Segment Start: Data to examine

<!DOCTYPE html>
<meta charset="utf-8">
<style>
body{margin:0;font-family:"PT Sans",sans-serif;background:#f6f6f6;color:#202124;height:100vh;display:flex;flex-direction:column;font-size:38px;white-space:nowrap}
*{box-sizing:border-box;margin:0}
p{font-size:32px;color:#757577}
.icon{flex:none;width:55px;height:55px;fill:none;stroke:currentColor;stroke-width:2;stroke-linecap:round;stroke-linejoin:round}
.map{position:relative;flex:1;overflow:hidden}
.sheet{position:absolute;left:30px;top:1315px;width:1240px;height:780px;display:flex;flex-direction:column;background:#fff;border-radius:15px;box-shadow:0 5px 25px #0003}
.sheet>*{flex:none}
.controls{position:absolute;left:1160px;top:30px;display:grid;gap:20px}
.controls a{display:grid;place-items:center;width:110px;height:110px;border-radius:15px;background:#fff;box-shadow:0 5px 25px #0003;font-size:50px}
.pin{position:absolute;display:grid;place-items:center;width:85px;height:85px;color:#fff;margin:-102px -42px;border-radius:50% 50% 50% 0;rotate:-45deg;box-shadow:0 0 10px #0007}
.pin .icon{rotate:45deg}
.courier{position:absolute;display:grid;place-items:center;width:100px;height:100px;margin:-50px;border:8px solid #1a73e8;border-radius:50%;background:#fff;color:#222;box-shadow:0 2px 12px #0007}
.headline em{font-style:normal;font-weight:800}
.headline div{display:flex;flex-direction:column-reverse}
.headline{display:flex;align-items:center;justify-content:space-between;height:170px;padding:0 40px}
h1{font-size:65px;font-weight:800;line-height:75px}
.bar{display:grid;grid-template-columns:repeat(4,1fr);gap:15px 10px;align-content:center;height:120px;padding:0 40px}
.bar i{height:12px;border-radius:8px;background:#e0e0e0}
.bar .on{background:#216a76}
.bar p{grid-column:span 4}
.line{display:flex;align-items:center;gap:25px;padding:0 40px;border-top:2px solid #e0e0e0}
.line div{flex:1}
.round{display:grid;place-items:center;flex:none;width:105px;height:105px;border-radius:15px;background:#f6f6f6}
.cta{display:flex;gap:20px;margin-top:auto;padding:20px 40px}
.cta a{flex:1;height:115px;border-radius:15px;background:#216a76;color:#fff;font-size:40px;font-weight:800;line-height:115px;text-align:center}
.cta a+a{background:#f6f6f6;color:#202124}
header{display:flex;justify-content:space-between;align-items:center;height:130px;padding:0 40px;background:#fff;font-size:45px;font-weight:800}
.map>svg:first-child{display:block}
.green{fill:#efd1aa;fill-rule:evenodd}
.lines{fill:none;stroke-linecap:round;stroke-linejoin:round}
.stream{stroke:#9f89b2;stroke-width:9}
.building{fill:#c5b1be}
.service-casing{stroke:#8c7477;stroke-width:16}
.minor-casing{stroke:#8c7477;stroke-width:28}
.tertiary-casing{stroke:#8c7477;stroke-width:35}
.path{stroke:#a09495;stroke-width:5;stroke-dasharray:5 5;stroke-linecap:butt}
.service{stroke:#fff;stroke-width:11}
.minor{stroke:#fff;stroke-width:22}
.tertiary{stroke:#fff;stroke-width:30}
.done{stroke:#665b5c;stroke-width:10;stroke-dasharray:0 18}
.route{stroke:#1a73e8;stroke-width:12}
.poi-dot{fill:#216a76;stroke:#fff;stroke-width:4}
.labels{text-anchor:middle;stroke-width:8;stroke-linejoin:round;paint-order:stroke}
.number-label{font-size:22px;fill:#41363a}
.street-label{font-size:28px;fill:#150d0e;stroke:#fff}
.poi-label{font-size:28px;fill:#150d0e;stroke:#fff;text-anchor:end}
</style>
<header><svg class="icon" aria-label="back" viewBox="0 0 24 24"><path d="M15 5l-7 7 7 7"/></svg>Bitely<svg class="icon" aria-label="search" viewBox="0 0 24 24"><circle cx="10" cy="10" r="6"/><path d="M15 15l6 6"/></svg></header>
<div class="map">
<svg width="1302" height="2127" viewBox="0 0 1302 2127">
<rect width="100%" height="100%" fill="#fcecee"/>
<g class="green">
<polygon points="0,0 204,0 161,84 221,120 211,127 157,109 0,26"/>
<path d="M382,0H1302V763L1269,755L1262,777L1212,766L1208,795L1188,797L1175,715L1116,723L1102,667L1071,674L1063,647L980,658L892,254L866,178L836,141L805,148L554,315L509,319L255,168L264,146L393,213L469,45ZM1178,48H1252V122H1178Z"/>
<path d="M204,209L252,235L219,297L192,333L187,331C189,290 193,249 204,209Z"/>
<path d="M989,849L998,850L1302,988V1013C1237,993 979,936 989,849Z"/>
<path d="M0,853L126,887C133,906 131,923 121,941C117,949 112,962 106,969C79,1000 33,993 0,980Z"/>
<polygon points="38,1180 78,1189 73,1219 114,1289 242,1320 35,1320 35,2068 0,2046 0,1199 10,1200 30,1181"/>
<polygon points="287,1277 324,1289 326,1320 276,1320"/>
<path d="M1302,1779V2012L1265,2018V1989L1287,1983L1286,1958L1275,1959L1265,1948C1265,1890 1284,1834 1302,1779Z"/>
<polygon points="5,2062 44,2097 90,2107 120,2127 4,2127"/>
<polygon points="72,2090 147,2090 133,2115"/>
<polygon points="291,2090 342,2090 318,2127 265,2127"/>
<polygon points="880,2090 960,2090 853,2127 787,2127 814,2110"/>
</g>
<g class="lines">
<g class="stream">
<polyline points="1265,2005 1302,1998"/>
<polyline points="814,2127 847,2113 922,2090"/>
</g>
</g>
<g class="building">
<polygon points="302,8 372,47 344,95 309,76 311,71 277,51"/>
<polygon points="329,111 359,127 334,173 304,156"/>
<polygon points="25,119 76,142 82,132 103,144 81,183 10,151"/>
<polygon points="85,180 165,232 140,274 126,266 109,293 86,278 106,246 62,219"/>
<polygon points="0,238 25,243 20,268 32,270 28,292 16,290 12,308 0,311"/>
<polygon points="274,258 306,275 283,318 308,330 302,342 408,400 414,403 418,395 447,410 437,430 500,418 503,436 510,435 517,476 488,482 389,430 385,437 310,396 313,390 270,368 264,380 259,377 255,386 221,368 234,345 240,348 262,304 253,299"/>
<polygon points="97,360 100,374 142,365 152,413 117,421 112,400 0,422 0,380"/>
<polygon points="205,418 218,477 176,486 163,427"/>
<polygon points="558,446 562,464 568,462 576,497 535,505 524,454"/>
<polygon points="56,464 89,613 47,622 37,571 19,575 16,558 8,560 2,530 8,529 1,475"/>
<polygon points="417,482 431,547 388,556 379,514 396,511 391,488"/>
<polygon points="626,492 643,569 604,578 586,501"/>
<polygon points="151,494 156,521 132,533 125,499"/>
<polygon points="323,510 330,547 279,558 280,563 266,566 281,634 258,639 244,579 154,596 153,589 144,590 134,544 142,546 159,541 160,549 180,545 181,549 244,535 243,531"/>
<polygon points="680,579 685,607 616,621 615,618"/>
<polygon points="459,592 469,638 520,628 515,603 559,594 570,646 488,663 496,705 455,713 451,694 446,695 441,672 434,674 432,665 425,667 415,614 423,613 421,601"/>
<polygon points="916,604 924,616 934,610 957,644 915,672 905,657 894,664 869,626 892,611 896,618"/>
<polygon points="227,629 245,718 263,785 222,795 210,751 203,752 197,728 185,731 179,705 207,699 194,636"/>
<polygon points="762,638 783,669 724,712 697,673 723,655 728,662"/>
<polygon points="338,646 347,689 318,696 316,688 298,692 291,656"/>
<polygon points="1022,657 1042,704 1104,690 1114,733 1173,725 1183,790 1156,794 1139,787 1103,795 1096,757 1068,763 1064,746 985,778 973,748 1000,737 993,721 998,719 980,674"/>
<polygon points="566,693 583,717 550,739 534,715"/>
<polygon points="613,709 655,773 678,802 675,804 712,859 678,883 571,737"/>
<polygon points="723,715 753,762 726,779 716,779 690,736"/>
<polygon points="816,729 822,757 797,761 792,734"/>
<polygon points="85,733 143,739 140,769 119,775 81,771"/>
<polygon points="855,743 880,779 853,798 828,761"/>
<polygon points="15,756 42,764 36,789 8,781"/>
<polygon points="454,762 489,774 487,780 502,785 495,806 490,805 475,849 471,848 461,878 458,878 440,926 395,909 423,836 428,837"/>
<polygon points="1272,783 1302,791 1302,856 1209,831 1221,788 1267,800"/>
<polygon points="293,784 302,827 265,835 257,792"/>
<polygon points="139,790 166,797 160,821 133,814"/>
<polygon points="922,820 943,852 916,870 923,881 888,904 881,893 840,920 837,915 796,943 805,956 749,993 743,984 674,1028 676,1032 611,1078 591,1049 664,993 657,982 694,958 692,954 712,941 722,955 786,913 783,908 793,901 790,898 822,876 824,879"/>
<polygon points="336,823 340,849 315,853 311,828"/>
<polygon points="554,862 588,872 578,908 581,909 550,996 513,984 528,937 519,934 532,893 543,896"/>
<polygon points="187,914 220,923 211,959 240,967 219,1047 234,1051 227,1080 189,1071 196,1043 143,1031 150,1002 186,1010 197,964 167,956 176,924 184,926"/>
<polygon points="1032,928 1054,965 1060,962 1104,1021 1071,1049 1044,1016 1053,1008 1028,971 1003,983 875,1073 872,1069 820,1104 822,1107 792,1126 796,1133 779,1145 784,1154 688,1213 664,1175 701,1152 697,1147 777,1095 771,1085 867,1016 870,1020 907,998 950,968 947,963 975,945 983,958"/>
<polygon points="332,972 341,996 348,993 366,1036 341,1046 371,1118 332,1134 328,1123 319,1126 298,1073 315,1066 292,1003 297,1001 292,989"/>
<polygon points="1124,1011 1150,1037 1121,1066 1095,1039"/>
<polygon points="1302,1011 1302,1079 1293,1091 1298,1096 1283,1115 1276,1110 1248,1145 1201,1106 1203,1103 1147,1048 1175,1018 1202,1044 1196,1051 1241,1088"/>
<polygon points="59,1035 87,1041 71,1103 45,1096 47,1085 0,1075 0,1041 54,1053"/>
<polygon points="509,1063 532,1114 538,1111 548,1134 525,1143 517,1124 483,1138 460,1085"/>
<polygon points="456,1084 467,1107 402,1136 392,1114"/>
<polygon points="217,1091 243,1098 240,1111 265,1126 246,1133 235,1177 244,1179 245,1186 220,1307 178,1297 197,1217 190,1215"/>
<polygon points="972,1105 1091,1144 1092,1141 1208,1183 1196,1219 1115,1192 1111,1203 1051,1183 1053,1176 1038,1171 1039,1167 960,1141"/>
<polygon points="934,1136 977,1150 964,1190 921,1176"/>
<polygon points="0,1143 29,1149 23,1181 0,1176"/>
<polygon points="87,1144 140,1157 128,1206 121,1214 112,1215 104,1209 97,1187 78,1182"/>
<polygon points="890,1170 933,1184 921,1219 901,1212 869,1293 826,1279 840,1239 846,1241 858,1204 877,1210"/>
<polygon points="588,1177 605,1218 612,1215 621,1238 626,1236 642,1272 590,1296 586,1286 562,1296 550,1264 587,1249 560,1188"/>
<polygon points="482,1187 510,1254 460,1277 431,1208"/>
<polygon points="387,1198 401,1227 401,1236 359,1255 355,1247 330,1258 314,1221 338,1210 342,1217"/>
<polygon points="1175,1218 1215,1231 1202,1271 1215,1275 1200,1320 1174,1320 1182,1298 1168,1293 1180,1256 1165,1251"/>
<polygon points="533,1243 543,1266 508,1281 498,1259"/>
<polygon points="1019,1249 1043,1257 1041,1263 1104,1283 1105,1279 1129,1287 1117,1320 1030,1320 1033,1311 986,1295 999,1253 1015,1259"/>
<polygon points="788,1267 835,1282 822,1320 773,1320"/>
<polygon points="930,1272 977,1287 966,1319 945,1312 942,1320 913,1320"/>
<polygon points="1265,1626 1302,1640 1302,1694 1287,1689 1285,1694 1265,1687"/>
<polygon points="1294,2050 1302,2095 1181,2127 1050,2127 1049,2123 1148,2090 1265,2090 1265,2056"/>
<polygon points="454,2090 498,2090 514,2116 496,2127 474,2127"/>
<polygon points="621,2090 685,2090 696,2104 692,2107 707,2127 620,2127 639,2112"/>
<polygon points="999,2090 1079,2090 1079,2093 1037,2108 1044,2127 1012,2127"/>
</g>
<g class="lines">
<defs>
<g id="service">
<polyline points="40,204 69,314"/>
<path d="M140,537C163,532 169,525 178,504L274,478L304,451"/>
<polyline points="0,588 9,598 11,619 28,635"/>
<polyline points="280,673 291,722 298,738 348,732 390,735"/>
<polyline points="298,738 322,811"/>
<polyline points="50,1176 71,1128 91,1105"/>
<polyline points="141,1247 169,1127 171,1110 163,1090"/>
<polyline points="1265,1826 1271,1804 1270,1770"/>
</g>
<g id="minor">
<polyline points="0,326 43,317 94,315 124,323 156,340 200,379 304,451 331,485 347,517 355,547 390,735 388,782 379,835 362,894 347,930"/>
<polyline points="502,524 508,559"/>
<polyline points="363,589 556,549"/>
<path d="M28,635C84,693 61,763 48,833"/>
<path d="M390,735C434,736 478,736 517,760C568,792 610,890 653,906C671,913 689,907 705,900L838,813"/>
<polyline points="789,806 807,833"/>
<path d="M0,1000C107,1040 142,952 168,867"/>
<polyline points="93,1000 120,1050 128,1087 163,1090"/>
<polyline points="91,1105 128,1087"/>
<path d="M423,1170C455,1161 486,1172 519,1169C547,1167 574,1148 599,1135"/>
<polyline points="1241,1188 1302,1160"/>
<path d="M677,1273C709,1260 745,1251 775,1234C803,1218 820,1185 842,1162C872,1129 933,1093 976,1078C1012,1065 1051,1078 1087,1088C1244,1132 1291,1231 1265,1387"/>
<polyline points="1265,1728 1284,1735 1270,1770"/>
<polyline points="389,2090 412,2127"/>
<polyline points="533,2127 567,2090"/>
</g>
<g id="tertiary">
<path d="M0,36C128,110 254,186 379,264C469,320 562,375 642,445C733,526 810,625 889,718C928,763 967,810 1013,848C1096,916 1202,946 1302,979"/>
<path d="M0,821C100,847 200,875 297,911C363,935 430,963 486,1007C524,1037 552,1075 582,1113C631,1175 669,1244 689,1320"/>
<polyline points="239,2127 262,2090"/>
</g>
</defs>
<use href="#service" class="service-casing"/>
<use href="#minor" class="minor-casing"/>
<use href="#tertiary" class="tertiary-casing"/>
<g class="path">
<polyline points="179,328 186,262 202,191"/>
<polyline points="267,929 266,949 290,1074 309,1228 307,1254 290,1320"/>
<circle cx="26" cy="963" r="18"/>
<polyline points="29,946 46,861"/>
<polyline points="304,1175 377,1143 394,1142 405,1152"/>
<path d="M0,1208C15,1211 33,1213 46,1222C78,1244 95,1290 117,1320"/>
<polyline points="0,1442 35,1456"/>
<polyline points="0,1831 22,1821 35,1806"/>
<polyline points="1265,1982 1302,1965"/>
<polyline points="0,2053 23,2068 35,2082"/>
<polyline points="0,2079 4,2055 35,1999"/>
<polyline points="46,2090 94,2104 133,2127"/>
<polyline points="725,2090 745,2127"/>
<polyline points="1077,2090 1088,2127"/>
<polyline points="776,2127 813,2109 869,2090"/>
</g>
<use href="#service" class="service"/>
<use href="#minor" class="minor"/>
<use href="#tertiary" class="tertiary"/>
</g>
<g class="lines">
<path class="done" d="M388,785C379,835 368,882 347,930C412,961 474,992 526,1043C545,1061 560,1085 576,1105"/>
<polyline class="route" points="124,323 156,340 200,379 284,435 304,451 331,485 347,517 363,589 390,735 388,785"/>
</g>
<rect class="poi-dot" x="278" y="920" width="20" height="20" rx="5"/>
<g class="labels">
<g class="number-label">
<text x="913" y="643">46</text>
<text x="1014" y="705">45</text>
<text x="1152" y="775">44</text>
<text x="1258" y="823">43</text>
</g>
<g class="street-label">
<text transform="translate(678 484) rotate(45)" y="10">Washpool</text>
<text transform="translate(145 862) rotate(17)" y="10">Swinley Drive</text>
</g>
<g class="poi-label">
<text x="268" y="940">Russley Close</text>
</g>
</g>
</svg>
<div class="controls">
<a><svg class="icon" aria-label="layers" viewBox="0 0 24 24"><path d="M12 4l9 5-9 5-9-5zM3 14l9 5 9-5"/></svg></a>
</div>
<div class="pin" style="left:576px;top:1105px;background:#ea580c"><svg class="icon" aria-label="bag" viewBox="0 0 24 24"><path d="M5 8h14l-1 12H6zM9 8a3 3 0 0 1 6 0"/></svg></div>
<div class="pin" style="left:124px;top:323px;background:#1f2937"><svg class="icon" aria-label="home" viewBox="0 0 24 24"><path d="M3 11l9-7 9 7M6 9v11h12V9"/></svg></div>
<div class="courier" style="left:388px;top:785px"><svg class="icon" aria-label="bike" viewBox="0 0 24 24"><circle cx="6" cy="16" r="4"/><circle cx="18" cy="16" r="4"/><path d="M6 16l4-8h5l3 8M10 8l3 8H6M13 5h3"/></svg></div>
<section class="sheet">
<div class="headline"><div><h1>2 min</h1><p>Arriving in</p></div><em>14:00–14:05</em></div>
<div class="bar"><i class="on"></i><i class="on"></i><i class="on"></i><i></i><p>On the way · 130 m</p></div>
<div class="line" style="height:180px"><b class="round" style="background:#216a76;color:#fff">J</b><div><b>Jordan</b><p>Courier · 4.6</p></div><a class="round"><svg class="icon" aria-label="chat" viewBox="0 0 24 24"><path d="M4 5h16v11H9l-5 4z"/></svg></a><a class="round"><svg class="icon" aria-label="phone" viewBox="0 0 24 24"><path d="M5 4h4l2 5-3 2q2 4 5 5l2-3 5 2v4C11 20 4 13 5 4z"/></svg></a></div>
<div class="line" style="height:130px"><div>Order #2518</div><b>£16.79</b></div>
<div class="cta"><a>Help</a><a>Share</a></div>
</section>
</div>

Segment End: Data to examine

▶ [Instructions for the task]:
Scan the lines above, and whenever one holds the string "labels", copy it.

▶ [Completed exercise]:
.labels{text-anchor:middle;stroke-width:8;stroke-linejoin:round;paint-order:stroke}
<g class="labels">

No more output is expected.